/vscode_rainbow_csv

:rainbow: VS Code extension: Highlight CSV and TSV spreadsheet files in different rainbow colors

Primary LanguageJavaScriptMIT LicenseMIT

Rainbow CSV: Main features

  • Highlight columns in comma (.csv), tab (.tsv), semicolon and pipe - separated files in different colors
  • Provide info about column on hover
  • Automatic consistency check for csv files (CSVLint)
  • Multi-cursor column edit
  • Run queries in SQL-like language
  • Lightweight and dependency-free

screenshot

Usage

If your csv, semicolon-separated or tab-separated file doesn't have .csv or .tsv extension, you can manually enable highlighting by clicking on the current language label mark in the right bottom corner and then choosing "CSV", "TSV", "CSV (semicolon)" or "CSV (pipe)" depending on the file content, see this screenshot
Another way to do this: select one separator character with mouse cursor -> right click -> "Set as Rainbow separator"

Supported separators

language name separator separator can be escaped in double-quoted field file extensions
CSV , (comma) YES .csv
TSV \t (TAB) NO .tsv, .tab
CSV (semicolon) ; (semicolon) YES
| ~ ^ : " = . - NO

Content-based separator autodetection

Rainbow CSV will run spreadsheet autodetection algorithm for all "Plain Text" files. In most cases this is a very cheap operation because autodetection would stop after checking only 1-2 topmost lines.
To disable autodetection for the current file press "Rainbow OFF" button inside the status line.
You can adjust autodetection parameters or disable it in Rainbow CSV extension settings section.

CSVLint consistency check

The linter will check the following:

  • consistency of double quotes usage in CSV rows
  • consistency of number of fields per CSV row

To disable automatic CSV Linting set "rainbow_csv.enable_auto_csv_lint": false in "Rainbow CSV" section of VS Code settings.
To recheck a csv file click on "CSVLint" button.

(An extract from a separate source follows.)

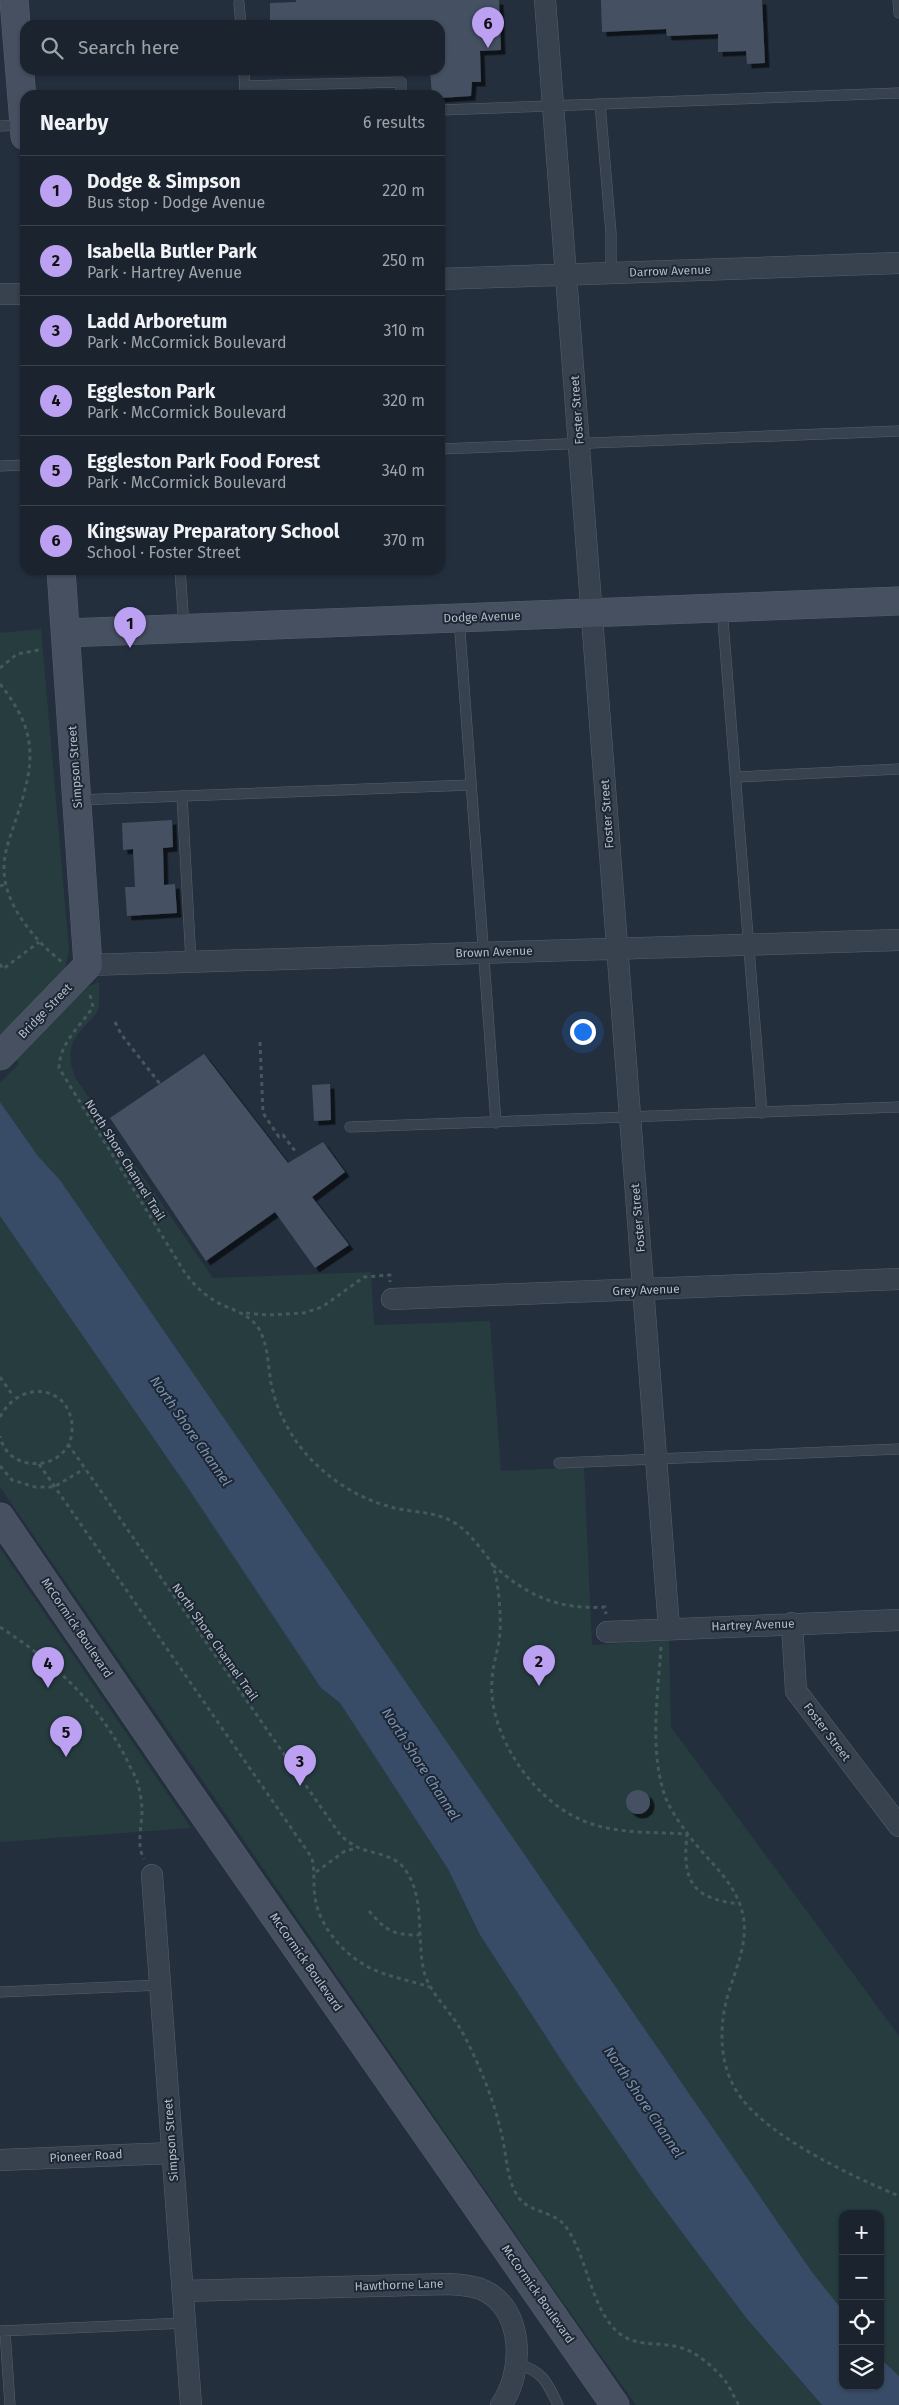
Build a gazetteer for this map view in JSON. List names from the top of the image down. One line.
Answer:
{"streets":{"street":["Darrow Avenue","Foster Street","Dodge Avenue","Simpson Street","Brown Avenue","Bridge Street","Grey Avenue","Hartrey Avenue","McCormick Boulevard","Pioneer Road","Hawthorne Lane"],"path":["North Shore Channel Trail"]},"crossings":[["Darrow Avenue","Foster Street"],["Foster Street","Dodge Avenue"],["Foster Street","Brown Avenue"],["Foster Street","Grey Avenue"],["Foster Street","Hartrey Avenue"],["Dodge Avenue","Simpson Street"],["Simpson Street","Brown Avenue"],["Simpson Street","Bridge Street"],["Simpson Street","North Shore Channel Trail"],["Simpson Street","Pioneer Road"],["Simpson Street","Hawthorne Lane"],["Brown Avenue","Bridge Street"],["Brown Avenue","North Shore Channel Trail"],["Bridge Street","North Shore Channel Trail"],["North Shore Channel Trail","Grey Avenue"]],"water":["North Shore Channel"],"page":{"pins":["6","1","2","4","5","3"],"search":"Search here","heading":["Nearby","6 results"],"list":[{"mark":"1","name":"Dodge & Simpson","note":"Bus stop · Dodge Avenue","value":"220 m"},{"mark":"2","name":"Isabella Butler Park","note":"Park · Hartrey Avenue","value":"250 m"},{"mark":"3","name":"Ladd Arboretum","note":"Park · McCormick Boulevard","value":"310 m"},{"mark":"4","name":"Eggleston Park","note":"Park · McCormick Boulevard","value":"320 m"},{"mark":"5","name":"Eggleston Park Food Forest","note":"Park · McCormick Boulevard","value":"340 m"},{"mark":"6","name":"Kingsway Preparatory School","note":"School · Foster Street","value":"370 m"}],"map_buttons":["+","−"]}}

If "rainbow_csv.comment_prefix" in "Rainbow CSV" section of VS Code settings is set to some string, the linter will ignore all lines that start with it. This is useful, e.g., if you have engineering CSVs that often start with multiple comment lines containing meta-data before the actual header.

Working with large files

To enable Rainbow CSV for very big files (more than 300K lines or 20MB) disable "Editor:Large File Optimizations" option in VS Code settings.
You can preview huge files by clicking "Preview... " option in VS Code File Explorer context menu.
All Rainbow CSV features would be disabled by VSCode if file is bigger than 50MB.

Commands:

RBQL

Enter RBQL - SQL-like language query editing mode.

ColumnEditBefore, ColumnEditAfter, ColumnEditSelect

Activate multi-cursor column editing for column under the cursor. Works only for files with less than 10000 lines. For larger files you can use an RBQL query.
WARNING: This is a dangerous mode. It is possible to accidentally corrupt table structure by incorrectly using "Backspace" or entering separator or double quote characters. Use RBQL if you are not sure.
To remove cursor/selection from the header line use "Alt+Click" on it.

SetVirtualHeader

Adjust column names displayed in hover tooltips. Actual header line and file content won't be affected.
Rainbow CSV always assumes the first row that is not a comment (if comments are enabled) as a header, so when there is no real header in a spreadsheet, you can use this command and provide comma-separated string with column names to create a "virtual" header for more comfortable data viewing. Accepted CSV format doesn't require you to customize all of the columns - this is useful when you want to name only some small subset of available columns. Note that you must provide comma-separated string no matter what separator is actually used in your spreadsheet file. "Virtual" header is persistent and will be associated with the parent file across VSCode sessions.

Colors customization

You can customize Rainbow CSV colors to increase contrast. Instructions

SQL-like "RBQL" query language

Rainbow CSV has built-in RBQL query language interpreter that allows you to run SQL-like queries using a1, a2, a3, ... column names.
Example:

SELECT a1, a2 * 10 WHERE a1 == "Buy" && a4.indexOf('oil') != -1 ORDER BY parseInt(a2), a4 LIMIT 100

To enter query-editing mode, execute RBQL VSCode command.
RBQL is a very simple and powerful tool which would allow you to quickly and easily perform most common data-manipulation tasks and convert your csv tables to bash scripts, single-lines json, single-line xml files, etc.
It is very easy to start using RBQL even if you don't know SQL. For example to cut out third and first columns use SELECT a3, a1
You can use RBQL command for all possible types of files (e.g. .js, .xml, .html), but for non-table files only two variables: NR and a1 would be available.

Full Documentation

Screenshot of RBQL Console:
VSCode RBQL Console

Gotchas:

  • Unlike Rainbow CSV, which always treats first line as header, RBQL is header-agnostic i.e. it never treats first line as header, so to skip over header line add WHERE NR > 1 to your query.
  • RBQL uses JavaScript or Python backend language. This means that you need to use == to check for equality inside WHERE expressions.
  • If you want to use RBQL with Python backend language instead of JavaScript, make sure you have Python interpreter insatalled and added to PATH variable of your OS.

Other

Comparison of Rainbow CSV technology with traditional graphical column alignment

Advantages:

  • WYSIWYG
  • Familiar editing environment of your favorite text editor
  • Zero-cost abstraction: Syntax highlighting is essentially free, while graphical column alignment can be computationally expensive
  • High information density: Rainbow CSV shows more data per screen because it doesn't insert column-aligning whitespaces.
  • Ability to visually associate two same-colored columns from two different windows. This is not possible with graphical column alignment

Disadvantages:

  • Rainbow CSV may be less effective for CSV files with many (> 10) columns.
  • Rainbow CSV can't correctly handle newlines inside double-quoted CSV fields (well, theorethically it can, but only under specific conditions)